### Extracted entries:
--------

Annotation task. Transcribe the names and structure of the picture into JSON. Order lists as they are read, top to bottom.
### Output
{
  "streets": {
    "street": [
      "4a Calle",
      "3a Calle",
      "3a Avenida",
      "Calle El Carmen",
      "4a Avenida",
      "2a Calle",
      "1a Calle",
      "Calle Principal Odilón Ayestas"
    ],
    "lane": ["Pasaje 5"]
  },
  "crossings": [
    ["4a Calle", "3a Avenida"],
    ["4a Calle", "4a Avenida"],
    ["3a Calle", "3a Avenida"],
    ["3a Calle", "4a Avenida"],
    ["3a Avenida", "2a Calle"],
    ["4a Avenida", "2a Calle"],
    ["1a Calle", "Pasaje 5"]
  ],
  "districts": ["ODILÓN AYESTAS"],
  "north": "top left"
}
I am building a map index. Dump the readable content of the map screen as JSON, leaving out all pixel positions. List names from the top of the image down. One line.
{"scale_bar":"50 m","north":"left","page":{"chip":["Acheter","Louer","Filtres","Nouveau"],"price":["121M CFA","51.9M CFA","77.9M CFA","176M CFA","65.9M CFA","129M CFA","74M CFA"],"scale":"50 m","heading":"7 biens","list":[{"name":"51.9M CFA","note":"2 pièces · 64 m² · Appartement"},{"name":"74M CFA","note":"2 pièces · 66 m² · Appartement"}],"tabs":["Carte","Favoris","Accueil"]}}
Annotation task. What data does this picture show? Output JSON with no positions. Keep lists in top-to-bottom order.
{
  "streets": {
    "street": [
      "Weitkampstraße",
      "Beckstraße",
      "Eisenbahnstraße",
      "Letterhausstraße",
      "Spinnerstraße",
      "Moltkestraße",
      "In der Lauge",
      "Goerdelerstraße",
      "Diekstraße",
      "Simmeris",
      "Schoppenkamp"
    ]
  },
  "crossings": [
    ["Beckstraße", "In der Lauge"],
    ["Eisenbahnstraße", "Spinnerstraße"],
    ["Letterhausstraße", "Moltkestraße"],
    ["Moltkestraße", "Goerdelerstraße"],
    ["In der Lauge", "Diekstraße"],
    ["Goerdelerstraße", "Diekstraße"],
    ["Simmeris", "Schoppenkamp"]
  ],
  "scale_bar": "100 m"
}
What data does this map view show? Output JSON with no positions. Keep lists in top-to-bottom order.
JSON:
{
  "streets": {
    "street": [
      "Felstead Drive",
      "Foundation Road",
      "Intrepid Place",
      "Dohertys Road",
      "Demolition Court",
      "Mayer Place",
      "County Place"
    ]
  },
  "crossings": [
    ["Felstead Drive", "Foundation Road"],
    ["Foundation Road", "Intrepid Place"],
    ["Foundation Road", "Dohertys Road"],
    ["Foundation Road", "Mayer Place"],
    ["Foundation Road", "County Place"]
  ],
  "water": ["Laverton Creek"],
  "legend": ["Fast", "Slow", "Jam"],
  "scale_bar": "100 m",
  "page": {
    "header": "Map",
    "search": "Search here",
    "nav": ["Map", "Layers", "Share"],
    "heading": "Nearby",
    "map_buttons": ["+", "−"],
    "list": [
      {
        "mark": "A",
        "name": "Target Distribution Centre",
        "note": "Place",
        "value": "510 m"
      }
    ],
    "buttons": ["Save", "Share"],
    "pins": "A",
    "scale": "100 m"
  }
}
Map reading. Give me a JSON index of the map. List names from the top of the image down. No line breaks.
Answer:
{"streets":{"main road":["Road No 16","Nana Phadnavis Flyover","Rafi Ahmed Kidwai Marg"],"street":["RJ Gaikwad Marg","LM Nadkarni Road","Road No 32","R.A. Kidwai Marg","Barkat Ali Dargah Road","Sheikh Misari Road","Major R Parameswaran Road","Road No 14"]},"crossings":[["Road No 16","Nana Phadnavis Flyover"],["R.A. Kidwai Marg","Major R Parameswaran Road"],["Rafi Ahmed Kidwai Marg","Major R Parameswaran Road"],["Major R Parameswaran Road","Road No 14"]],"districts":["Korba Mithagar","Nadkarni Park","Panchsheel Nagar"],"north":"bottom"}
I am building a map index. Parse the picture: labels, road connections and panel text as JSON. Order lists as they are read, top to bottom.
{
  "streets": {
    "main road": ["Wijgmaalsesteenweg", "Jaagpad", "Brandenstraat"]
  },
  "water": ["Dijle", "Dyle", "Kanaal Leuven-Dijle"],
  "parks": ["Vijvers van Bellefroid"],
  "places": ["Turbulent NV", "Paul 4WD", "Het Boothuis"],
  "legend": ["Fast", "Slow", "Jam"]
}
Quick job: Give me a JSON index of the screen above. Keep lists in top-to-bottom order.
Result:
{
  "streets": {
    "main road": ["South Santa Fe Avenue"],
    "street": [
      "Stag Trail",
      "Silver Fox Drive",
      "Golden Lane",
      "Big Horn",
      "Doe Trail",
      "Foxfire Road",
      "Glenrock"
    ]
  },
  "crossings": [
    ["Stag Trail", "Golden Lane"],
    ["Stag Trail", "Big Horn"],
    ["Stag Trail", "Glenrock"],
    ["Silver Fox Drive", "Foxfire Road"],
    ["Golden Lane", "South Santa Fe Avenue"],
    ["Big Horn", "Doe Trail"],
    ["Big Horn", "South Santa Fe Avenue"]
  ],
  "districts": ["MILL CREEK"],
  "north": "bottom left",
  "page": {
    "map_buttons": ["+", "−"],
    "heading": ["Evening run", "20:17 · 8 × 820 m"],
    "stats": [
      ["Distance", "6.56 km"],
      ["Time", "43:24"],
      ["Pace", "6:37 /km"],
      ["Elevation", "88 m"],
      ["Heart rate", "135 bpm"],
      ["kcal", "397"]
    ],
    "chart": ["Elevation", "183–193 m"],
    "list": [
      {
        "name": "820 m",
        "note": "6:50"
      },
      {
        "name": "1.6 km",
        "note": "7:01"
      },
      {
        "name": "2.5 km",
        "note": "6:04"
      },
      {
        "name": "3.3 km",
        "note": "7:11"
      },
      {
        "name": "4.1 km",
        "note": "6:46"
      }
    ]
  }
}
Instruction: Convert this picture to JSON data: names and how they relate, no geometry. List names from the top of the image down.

--------

Determine how many lines in the entries above contain the word "Give", and respond with the number alone.

2